La Unión Industrial Argentina (UIA) ha propuesto un plan para reducir la incidencia de este impuesto, con el objetivo de aliviar la carga tributaria y mejorar la competitividad en el sector transable. La idea es que las pequeñas y medianas empresas puedan calcular el impuesto sobre débitos y créditos al 100% como pago a cuenta del IVA y del Impuesto sobre la Renta, con un porcentaje gradualmente mayor para el resto de empresas hasta lograr su completa eliminación.
Actualmente, las micro y pequeñas empresas pueden calcular el 100% del impuesto pagado contra el pago de Utilidades, mientras que las medianas empresas industriales solo pueden calcular el 60%. Desde la UIA se destaca que este tributo se recoge diariamente y que el Gobierno es consciente del daño que provoca a la actividad económica.

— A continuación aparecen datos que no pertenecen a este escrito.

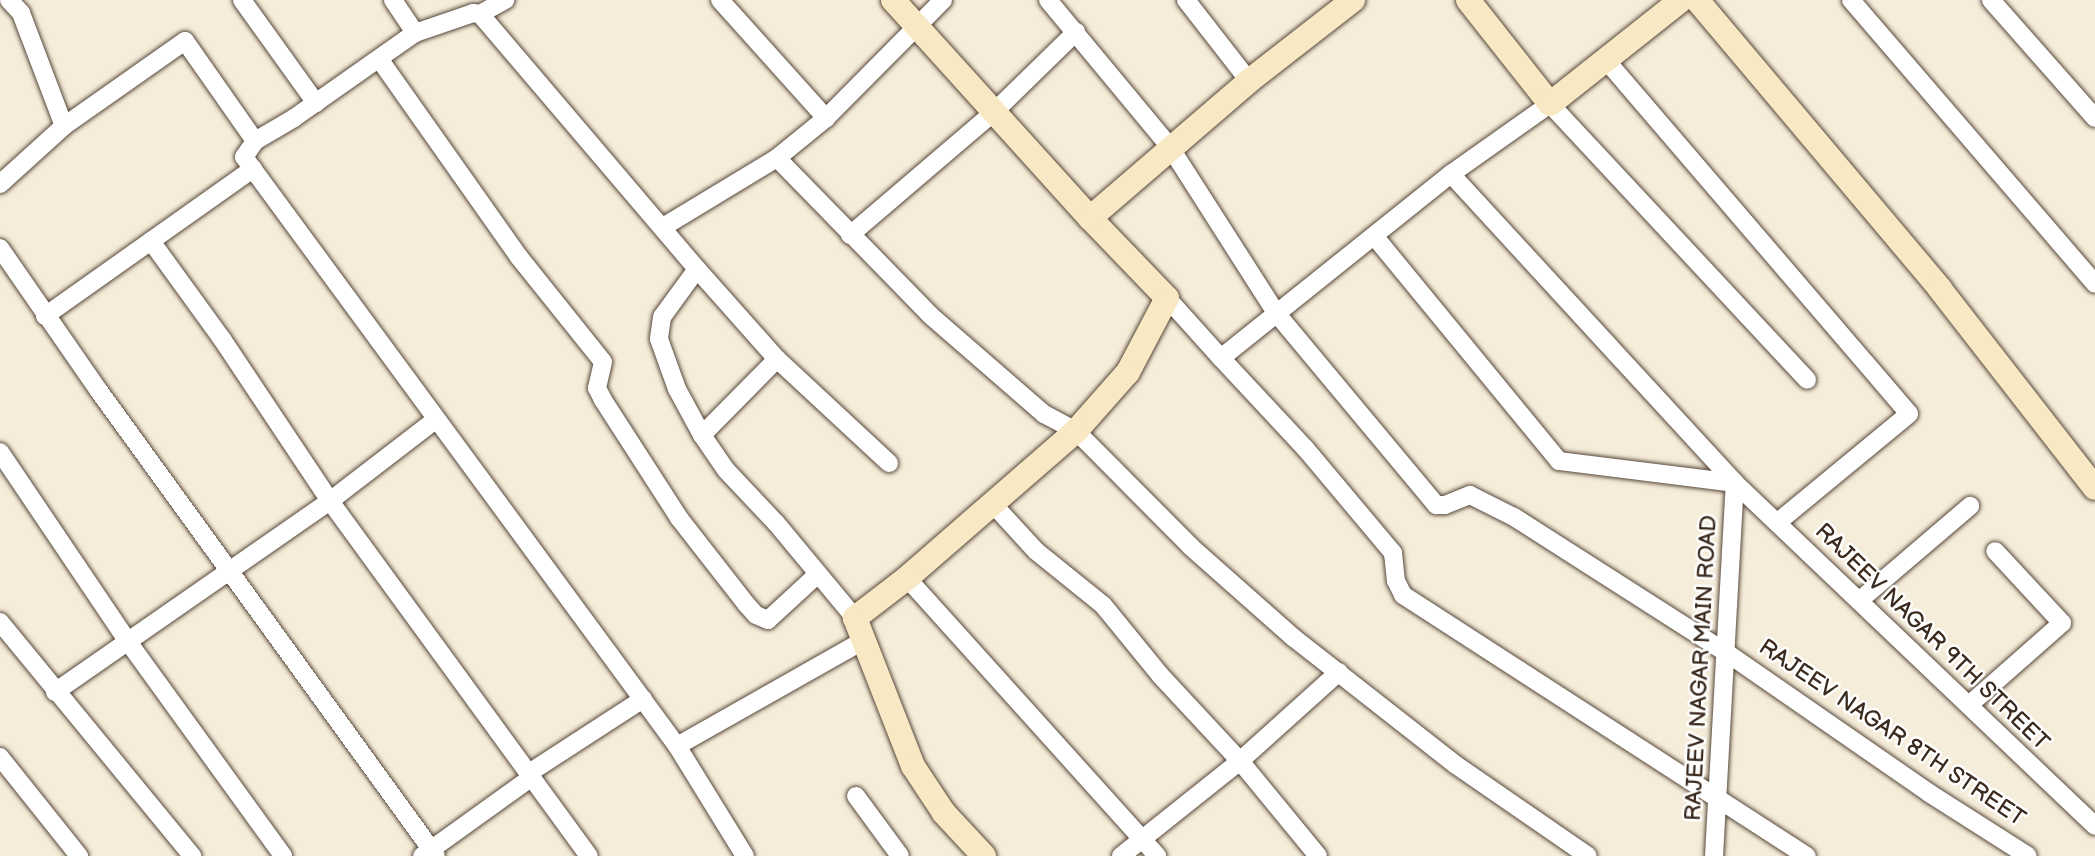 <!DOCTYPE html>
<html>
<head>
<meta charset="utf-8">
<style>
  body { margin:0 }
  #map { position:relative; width:2095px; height:856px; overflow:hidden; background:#f5ecd9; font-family:"Balsamiq Sans",sans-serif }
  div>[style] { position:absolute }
  .roads { filter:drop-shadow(0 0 2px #57473a) drop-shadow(0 0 2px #57473a) }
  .street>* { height:18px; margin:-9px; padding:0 9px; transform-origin:9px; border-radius:9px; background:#fff }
  .secondary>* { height:24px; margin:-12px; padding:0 12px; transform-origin:12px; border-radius:12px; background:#f8e8c3 }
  span { translate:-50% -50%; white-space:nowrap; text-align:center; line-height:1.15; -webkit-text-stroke:5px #fff; paint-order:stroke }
  .street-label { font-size:23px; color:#3b2a1e }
</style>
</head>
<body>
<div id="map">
  <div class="roads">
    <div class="street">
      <i style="left:9px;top:0;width:18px;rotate:47deg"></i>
      <i style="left:21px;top:13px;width:121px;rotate:69.2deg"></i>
      <i style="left:242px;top:0;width:127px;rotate:54.3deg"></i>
      <i style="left:393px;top:0;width:40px;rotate:56deg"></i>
      <i style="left:720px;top:0;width:159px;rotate:48.1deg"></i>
      <i style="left:1048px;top:0;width:191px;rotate:50.3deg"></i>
      <i style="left:1170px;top:147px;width:198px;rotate:57.4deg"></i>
      <i style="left:1277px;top:314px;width:249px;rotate:50.2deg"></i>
      <i style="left:1436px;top:505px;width:9px"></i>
      <i style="left:1445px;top:505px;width:27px;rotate:-22deg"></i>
      <i style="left:1470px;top:495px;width:49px;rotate:26.6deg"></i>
      <i style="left:1514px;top:517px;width:253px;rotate:32.6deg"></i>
      <i style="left:1727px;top:653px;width:246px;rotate:34.7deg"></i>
      <i style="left:1929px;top:793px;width:117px;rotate:32.5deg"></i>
      <i style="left:1186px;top:0;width:103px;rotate:52.1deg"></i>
      <i style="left:1851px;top:0;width:374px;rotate:49.3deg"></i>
      <i style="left:1991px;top:0;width:157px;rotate:48.6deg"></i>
      <i style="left:480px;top:14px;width:29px;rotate:-29deg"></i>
      <i style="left:1605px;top:59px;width:467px;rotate:49.4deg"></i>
      <i style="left:1909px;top:414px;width:171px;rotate:140.5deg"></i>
      <i style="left:380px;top:60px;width:241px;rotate:54.8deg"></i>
      <i style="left:519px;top:257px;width:134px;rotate:51.3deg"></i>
      <i style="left:603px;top:362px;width:27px;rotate:103deg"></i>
      <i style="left:597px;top:388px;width:13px;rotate:63deg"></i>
      <i style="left:603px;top:400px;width:140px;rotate:57.2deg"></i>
      <i style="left:679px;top:518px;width:110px;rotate:52deg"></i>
      <i style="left:747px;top:605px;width:13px;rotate:48deg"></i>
      <i style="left:756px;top:615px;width:13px;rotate:23deg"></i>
      <i style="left:768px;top:620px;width:68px;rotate:-42.6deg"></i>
      <i style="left:777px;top:158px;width:219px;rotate:45.7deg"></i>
      <i style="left:930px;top:315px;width:151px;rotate:41deg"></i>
      <i style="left:1044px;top:414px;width:36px;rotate:28deg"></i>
      <i style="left:1076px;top:431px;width:163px;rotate:45.2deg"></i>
      <i style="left:1191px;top:547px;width:137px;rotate:41.5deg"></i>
      <i style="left:1294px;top:638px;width:206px;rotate:38.1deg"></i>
      <i style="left:1456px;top:765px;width:160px;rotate:34.6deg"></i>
      <i style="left:1451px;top:174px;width:420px;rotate:47.4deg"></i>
      <i style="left:1735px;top:483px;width:497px;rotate:43.6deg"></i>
      <i style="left:0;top:184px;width:86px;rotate:-42.2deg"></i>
      <i style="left:64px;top:126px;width:148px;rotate:-35.1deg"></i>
      <i style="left:185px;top:41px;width:122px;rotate:55deg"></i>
      <i style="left:663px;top:227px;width:133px;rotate:-31.2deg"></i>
      <i style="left:777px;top:158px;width:63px;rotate:-39.2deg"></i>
      <i style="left:826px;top:118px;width:166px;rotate:-45.2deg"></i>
      <i style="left:850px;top:235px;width:189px;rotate:-40.5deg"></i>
      <i style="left:994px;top:112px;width:115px;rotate:-44.3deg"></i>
      <i style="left:1375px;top:237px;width:290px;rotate:50.6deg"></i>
      <i style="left:1559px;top:461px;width:177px;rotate:7.1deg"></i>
      <i style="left:151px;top:241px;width:121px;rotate:54.1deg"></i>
      <i style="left:222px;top:339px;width:195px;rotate:56.3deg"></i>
      <i style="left:330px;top:501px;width:439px;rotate:53.9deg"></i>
      <i style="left:0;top:248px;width:174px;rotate:55.3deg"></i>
      <i style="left:99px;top:391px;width:574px;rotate:54.07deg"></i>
      <i style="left:697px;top:269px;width:59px;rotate:126.1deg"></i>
      <i style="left:662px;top:317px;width:22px;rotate:98deg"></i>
      <i style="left:659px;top:339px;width:53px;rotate:70.2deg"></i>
      <i style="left:677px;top:389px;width:52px;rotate:61.5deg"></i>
      <i style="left:1167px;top:298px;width:81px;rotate:48deg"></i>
      <i style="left:1221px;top:358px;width:295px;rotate:-38.7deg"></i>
      <i style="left:1451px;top:174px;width:121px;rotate:-35.3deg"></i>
      <i style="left:1550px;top:104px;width:377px;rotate:47deg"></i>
      <i style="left:45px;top:316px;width:255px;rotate:-35.3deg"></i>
      <i style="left:1221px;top:358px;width:123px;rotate:47deg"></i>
      <i style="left:1305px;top:448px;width:137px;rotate:50deg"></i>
      <i style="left:1393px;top:553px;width:28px;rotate:84deg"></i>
      <i style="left:1396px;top:581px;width:16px;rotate:63deg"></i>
      <i style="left:1403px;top:595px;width:481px;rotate:32.9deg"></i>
      <i style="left:777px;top:359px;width:153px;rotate:42.9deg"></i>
      <i style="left:0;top:452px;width:230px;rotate:56deg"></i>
      <i style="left:129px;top:643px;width:263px;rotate:54.1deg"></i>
      <i style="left:992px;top:503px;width:65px;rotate:47.5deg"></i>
      <i style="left:1036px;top:551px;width:86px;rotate:38.9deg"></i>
      <i style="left:1103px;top:605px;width:90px;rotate:50.8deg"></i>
      <i style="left:1160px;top:675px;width:117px;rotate:47.1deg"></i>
      <i style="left:1240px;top:761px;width:123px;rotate:50.6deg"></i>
      <i style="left:907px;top:578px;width:374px;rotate:48deg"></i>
      <i style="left:1860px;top:600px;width:145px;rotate:-40.5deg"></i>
      <i style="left:0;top:622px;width:303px;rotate:50.6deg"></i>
      <i style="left:55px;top:692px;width:335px;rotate:-34.8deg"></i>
      <i style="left:330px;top:501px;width:133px;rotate:-37.6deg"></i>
      <i style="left:1969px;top:705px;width:124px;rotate:-41.4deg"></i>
      <i style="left:2062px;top:623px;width:98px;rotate:-132.9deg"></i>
      <i style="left:677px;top:746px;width:217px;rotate:-29.5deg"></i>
      <i style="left:0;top:757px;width:127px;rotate:51.4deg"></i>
      <i style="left:529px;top:773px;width:136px;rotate:-33deg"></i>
      <i style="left:856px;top:796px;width:74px;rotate:53.7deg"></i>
      <i style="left:422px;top:856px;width:135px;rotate:-35.7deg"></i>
      <i style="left:745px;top:856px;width:129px;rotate:-121.7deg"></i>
      <i style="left:677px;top:746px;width:731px;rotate:-126.32deg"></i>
      <i style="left:244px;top:157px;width:19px;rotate:-55deg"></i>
      <i style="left:255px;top:141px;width:45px;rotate:-30.5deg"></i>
      <i style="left:294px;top:118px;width:148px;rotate:-35.1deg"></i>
      <i style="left:415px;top:33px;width:61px;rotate:-19deg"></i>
      <i style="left:473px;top:13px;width:7px;rotate:8deg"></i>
      <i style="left:480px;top:14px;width:335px;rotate:49.6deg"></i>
      <i style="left:697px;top:269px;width:120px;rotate:48.4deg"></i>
      <i style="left:777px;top:359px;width:107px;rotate:134.6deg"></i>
      <i style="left:702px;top:435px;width:42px;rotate:55.6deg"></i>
      <i style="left:726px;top:470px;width:73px;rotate:46.7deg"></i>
      <i style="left:776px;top:523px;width:124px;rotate:50.3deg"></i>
      <i style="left:1121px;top:856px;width:152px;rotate:-38.6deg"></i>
      <i style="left:1240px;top:761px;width:133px;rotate:-42deg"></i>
      <i style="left:1714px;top:856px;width:374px;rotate:-86.8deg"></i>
    </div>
    <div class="secondary">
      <i style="left:893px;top:0;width:294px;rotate:47.9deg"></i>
      <i style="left:1090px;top:218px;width:111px;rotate:46.1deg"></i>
      <i style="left:1167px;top:298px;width:84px;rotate:117.8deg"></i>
      <i style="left:1128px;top:372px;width:79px;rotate:131.4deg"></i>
      <i style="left:1076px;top:431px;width:224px;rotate:139deg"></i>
      <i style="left:907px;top:578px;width:66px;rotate:142.4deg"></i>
      <i style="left:855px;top:618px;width:159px;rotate:68.6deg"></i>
      <i style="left:913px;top:766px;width:56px;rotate:56.6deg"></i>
      <i style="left:944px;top:813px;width:59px;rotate:47.1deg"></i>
      <i style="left:1468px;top:0;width:132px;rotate:51.7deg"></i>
      <i style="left:1550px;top:104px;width:167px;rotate:-38.4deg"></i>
      <i style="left:1697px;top:0;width:378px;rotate:49.9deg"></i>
      <i style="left:1940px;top:289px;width:252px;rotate:52.1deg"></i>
      <i style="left:1090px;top:218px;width:210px;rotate:-40.7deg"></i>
      <i style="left:1249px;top:81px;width:132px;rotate:-37.9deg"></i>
    </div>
  </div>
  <div class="street-label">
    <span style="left:1932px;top:637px;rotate:44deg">RAJEEV NAGAR 9TH STREET</span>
    <span style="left:1701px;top:668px;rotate:-87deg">RAJEEV NAGAR MAIN ROAD</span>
    <span style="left:1892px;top:733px;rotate:34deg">RAJEEV NAGAR 8TH STREET</span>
  </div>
</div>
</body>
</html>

Según el ministro Luis Caputo, el Gobierno tiene la intención de eliminar este impuesto a los cheques en un segundo mandato, junto con otras retenciones, pero su peso en la recaudación ha sido un obstáculo importante. Sin embargo, existe la posibilidad de que el Ejecutivo pueda eliminarlo a través de un decreto, sin necesidad de enviar una ley al Congreso.
La UIA está impulsando un "pacto industrial federal" que incluye la reducción de impuestos para aliviar la carga de las empresas. A pesar de las recientes medidas para eliminar los Derechos de Exportación (DEX) para productos industriales, las empresas aún enfrentan una presión tributaria del 56%, lo que representa un aumento del 6% respecto a 2023.
En un informe reciente del Instituto Argentino de Análisis Fiscal (IARAF), se destaca que el impuesto al cheque representa el 5,9% de la recaudación consolidada, ubicándose por debajo de otros impuestos como el IVA y Ganancias. A pesar de su relativa baja incidencia, este tributo sigue generando controversia y debate en el ámbito económico argentino.